*** Block opens ***
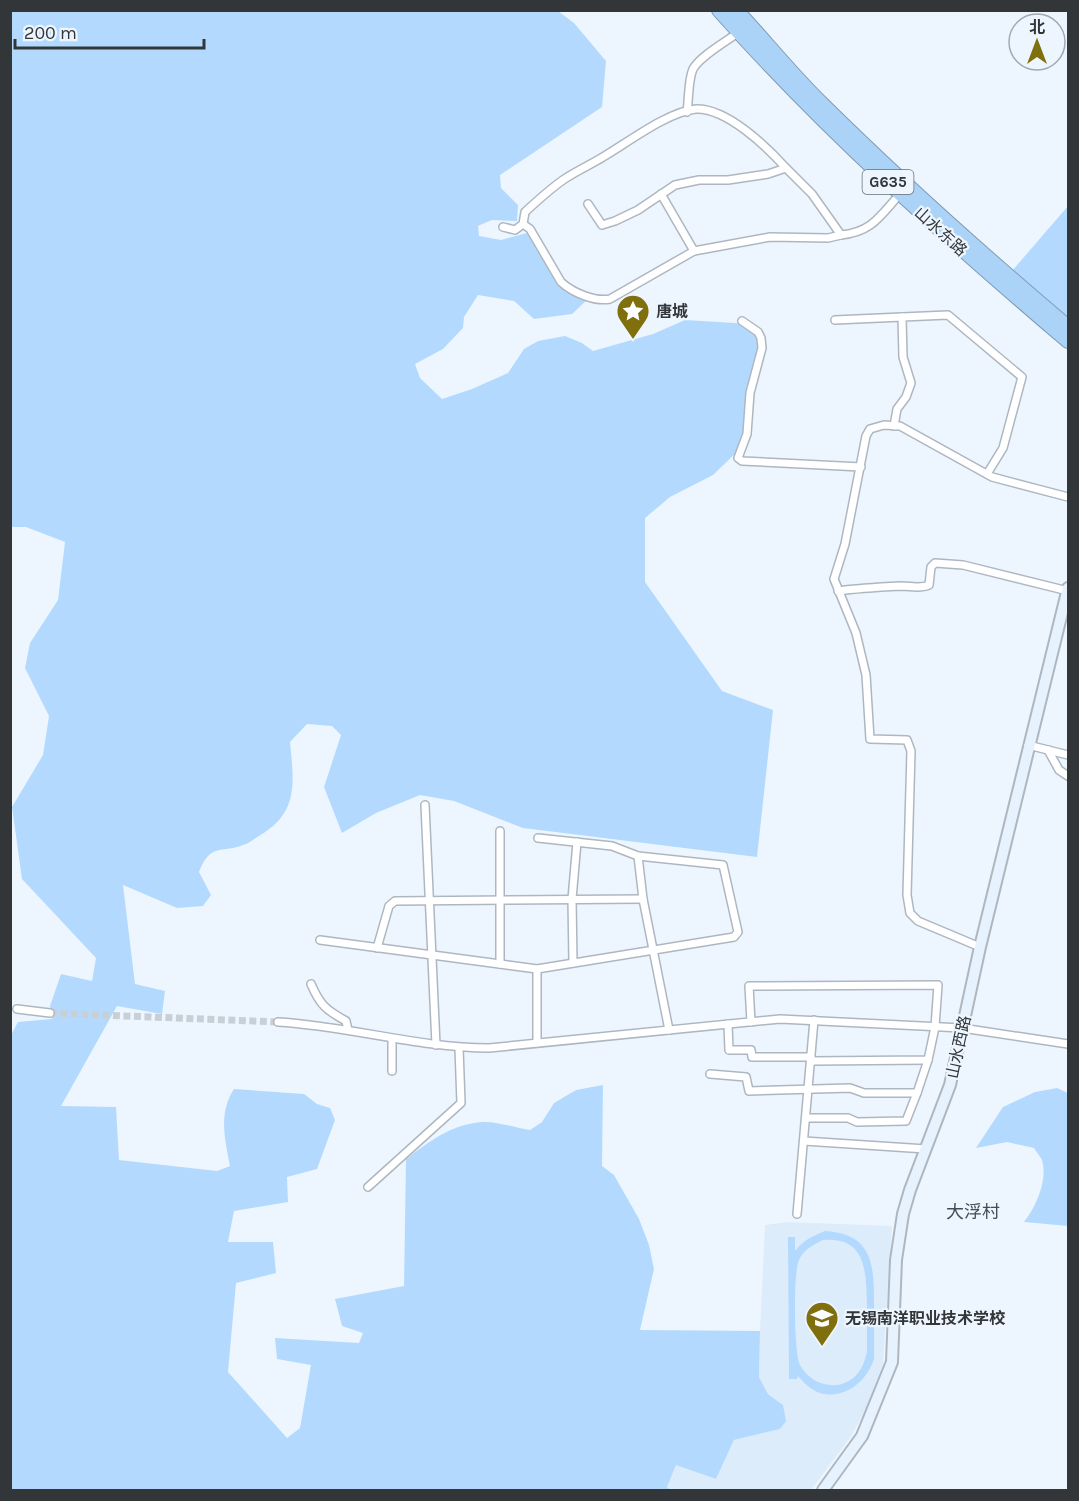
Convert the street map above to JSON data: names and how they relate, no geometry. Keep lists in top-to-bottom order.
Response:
{
  "streets": {
    "highway": ["G635", "山水东路"],
    "street": ["山水西路"]
  },
  "districts": ["大浮村"],
  "places": {
    "place": ["唐城"],
    "school or university": ["无锡南洋职业技术学校"]
  },
  "scale_bar": "200 m",
  "north": "top"
}
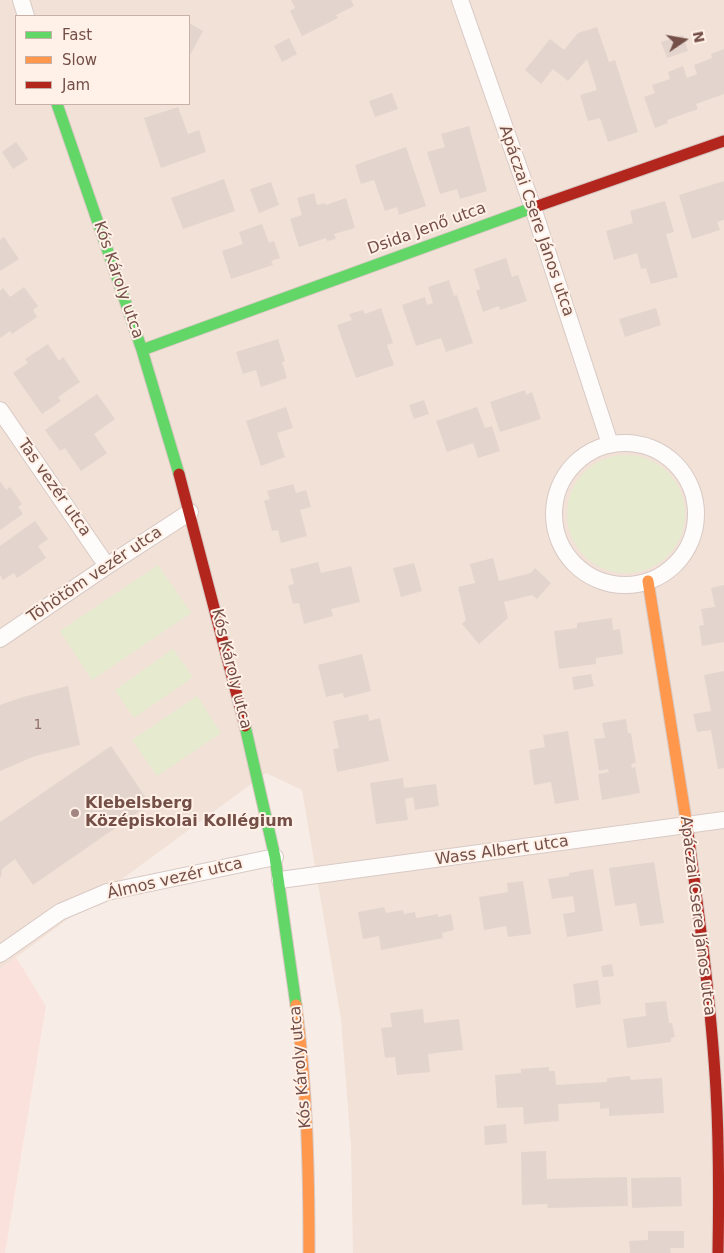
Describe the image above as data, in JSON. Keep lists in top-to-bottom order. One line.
{"streets":{"street":["Apáczai Csere János utca","Dsida Jenő utca","Kós Károly utca","Tas vezér utca","Töhötöm vezér utca","Wass Albert utca","Álmos vezér utca"]},"crossings":[["Apáczai Csere János utca","Dsida Jenő utca"],["Apáczai Csere János utca","Wass Albert utca"],["Dsida Jenő utca","Kós Károly utca"],["Kós Károly utca","Töhötöm vezér utca"],["Kós Károly utca","Wass Albert utca"],["Kós Károly utca","Álmos vezér utca"],["Tas vezér utca","Töhötöm vezér utca"]],"places":["Klebelsberg Középiskolai Kollégium"],"house_numbers":["1"],"legend":["Fast","Slow","Jam"],"north":"right"}
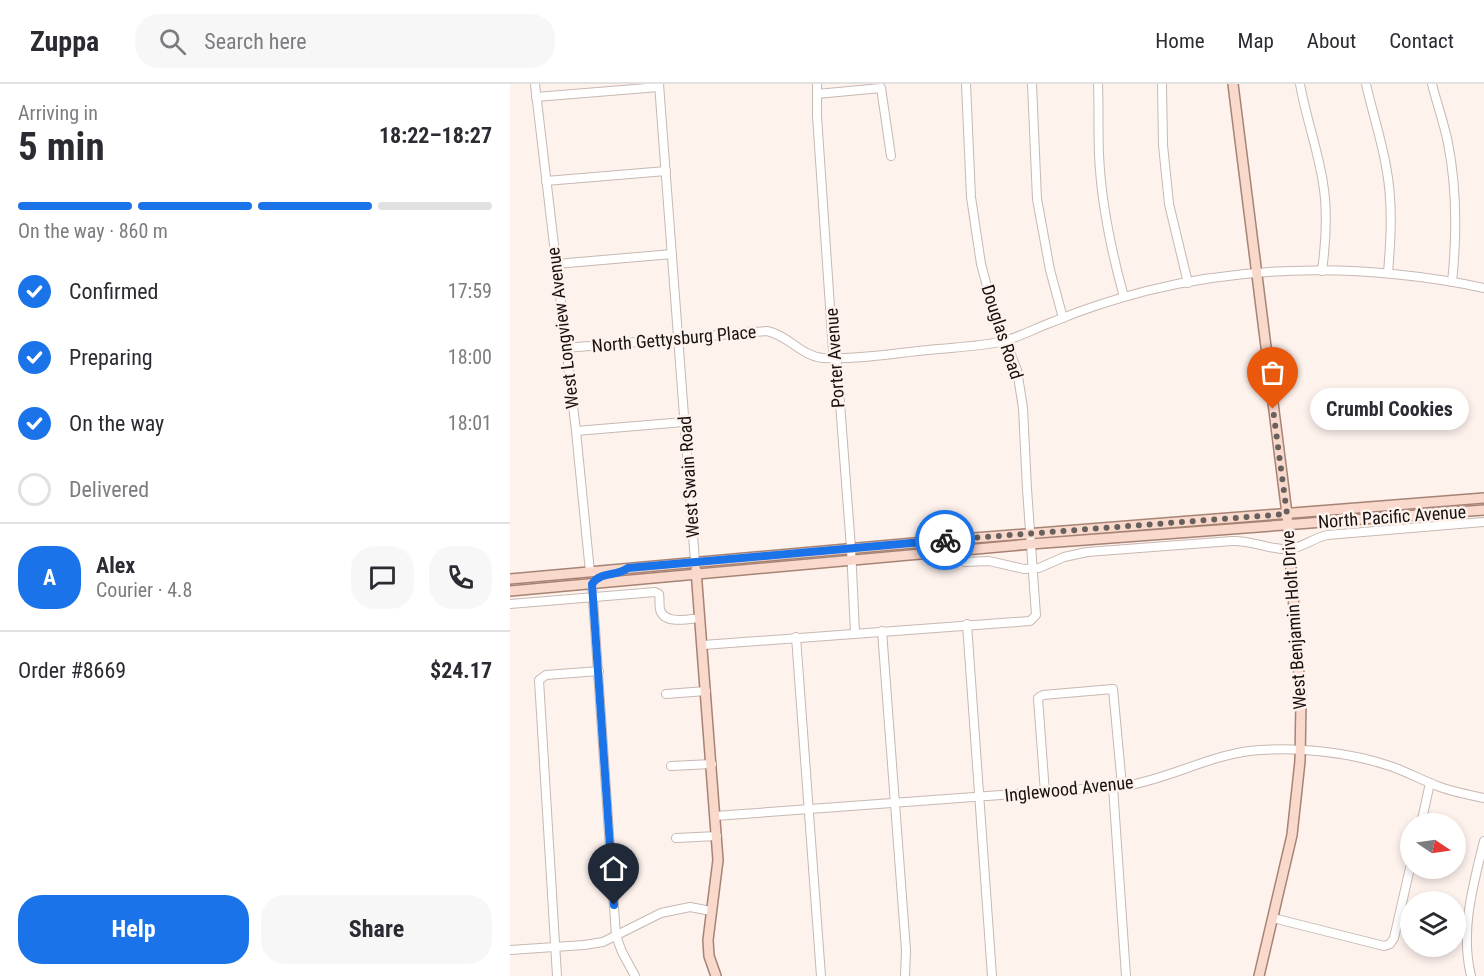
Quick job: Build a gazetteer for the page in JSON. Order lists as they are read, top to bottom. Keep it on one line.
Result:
{"streets":{"main road":["West Swain Road","North Pacific Avenue","West Benjamin Holt Drive"],"street":["West Longview Avenue","Douglas Road","North Gettysburg Place","Porter Avenue","Inglewood Avenue"]},"crossings":[["West Longview Avenue","North Gettysburg Place"],["Douglas Road","North Gettysburg Place"],["Douglas Road","North Pacific Avenue"],["North Gettysburg Place","Porter Avenue"],["North Gettysburg Place","West Swain Road"],["North Gettysburg Place","West Benjamin Holt Drive"],["Porter Avenue","North Pacific Avenue"],["West Swain Road","North Pacific Avenue"],["West Swain Road","Inglewood Avenue"],["North Pacific Avenue","West Benjamin Holt Drive"],["West Benjamin Holt Drive","Inglewood Avenue"]],"places":["Crumbl Cookies"],"north":"right","page":{"header":"Zuppa","search":"Search here","nav":["Home","Map","About","Contact"],"heading":["5 min","Arriving in","18:22–18:27"],"panel":["Alex","Courier · 4.8","Order #8669","$24.17"],"bar":"On the way · 860 m","list":[["Confirmed","17:59"],["Preparing","18:00"],["On the way","18:01"],"Delivered"],"bubble":"Crumbl Cookies","round":"A","buttons":["Help","Share"]}}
*** Block closes ***
**TASK PROMPT**
Although the records contain pictures, only their text should be repeated, exactly as it appears.

**TASK SOLUTION**
Convert the street map above to JSON data: names and how they relate, no geometry. Keep lists in top-to-bottom order.
Response:
{
  "streets": {
    "highway": ["G635", "山水东路"],
    "street": ["山水西路"]
  },
  "districts": ["大浮村"],
  "places": {
    "place": ["唐城"],
    "school or university": ["无锡南洋职业技术学校"]
  },
  "scale_bar": "200 m",
  "north": "top"
}
Describe the image above as data, in JSON. Keep lists in top-to-bottom order. One line.
{"streets":{"street":["Apáczai Csere János utca","Dsida Jenő utca","Kós Károly utca","Tas vezér utca","Töhötöm vezér utca","Wass Albert utca","Álmos vezér utca"]},"crossings":[["Apáczai Csere János utca","Dsida Jenő utca"],["Apáczai Csere János utca","Wass Albert utca"],["Dsida Jenő utca","Kós Károly utca"],["Kós Károly utca","Töhötöm vezér utca"],["Kós Károly utca","Wass Albert utca"],["Kós Károly utca","Álmos vezér utca"],["Tas vezér utca","Töhötöm vezér utca"]],"places":["Klebelsberg Középiskolai Kollégium"],"house_numbers":["1"],"legend":["Fast","Slow","Jam"],"north":"right"}
Quick job: Build a gazetteer for the page in JSON. Order lists as they are read, top to bottom. Keep it on one line.
Result:
{"streets":{"main road":["West Swain Road","North Pacific Avenue","West Benjamin Holt Drive"],"street":["West Longview Avenue","Douglas Road","North Gettysburg Place","Porter Avenue","Inglewood Avenue"]},"crossings":[["West Longview Avenue","North Gettysburg Place"],["Douglas Road","North Gettysburg Place"],["Douglas Road","North Pacific Avenue"],["North Gettysburg Place","Porter Avenue"],["North Gettysburg Place","West Swain Road"],["North Gettysburg Place","West Benjamin Holt Drive"],["Porter Avenue","North Pacific Avenue"],["West Swain Road","North Pacific Avenue"],["West Swain Road","Inglewood Avenue"],["North Pacific Avenue","West Benjamin Holt Drive"],["West Benjamin Holt Drive","Inglewood Avenue"]],"places":["Crumbl Cookies"],"north":"right","page":{"header":"Zuppa","search":"Search here","nav":["Home","Map","About","Contact"],"heading":["5 min","Arriving in","18:22–18:27"],"panel":["Alex","Courier · 4.8","Order #8669","$24.17"],"bar":"On the way · 860 m","list":[["Confirmed","17:59"],["Preparing","18:00"],["On the way","18:01"],"Delivered"],"bubble":"Crumbl Cookies","round":"A","buttons":["Help","Share"]}}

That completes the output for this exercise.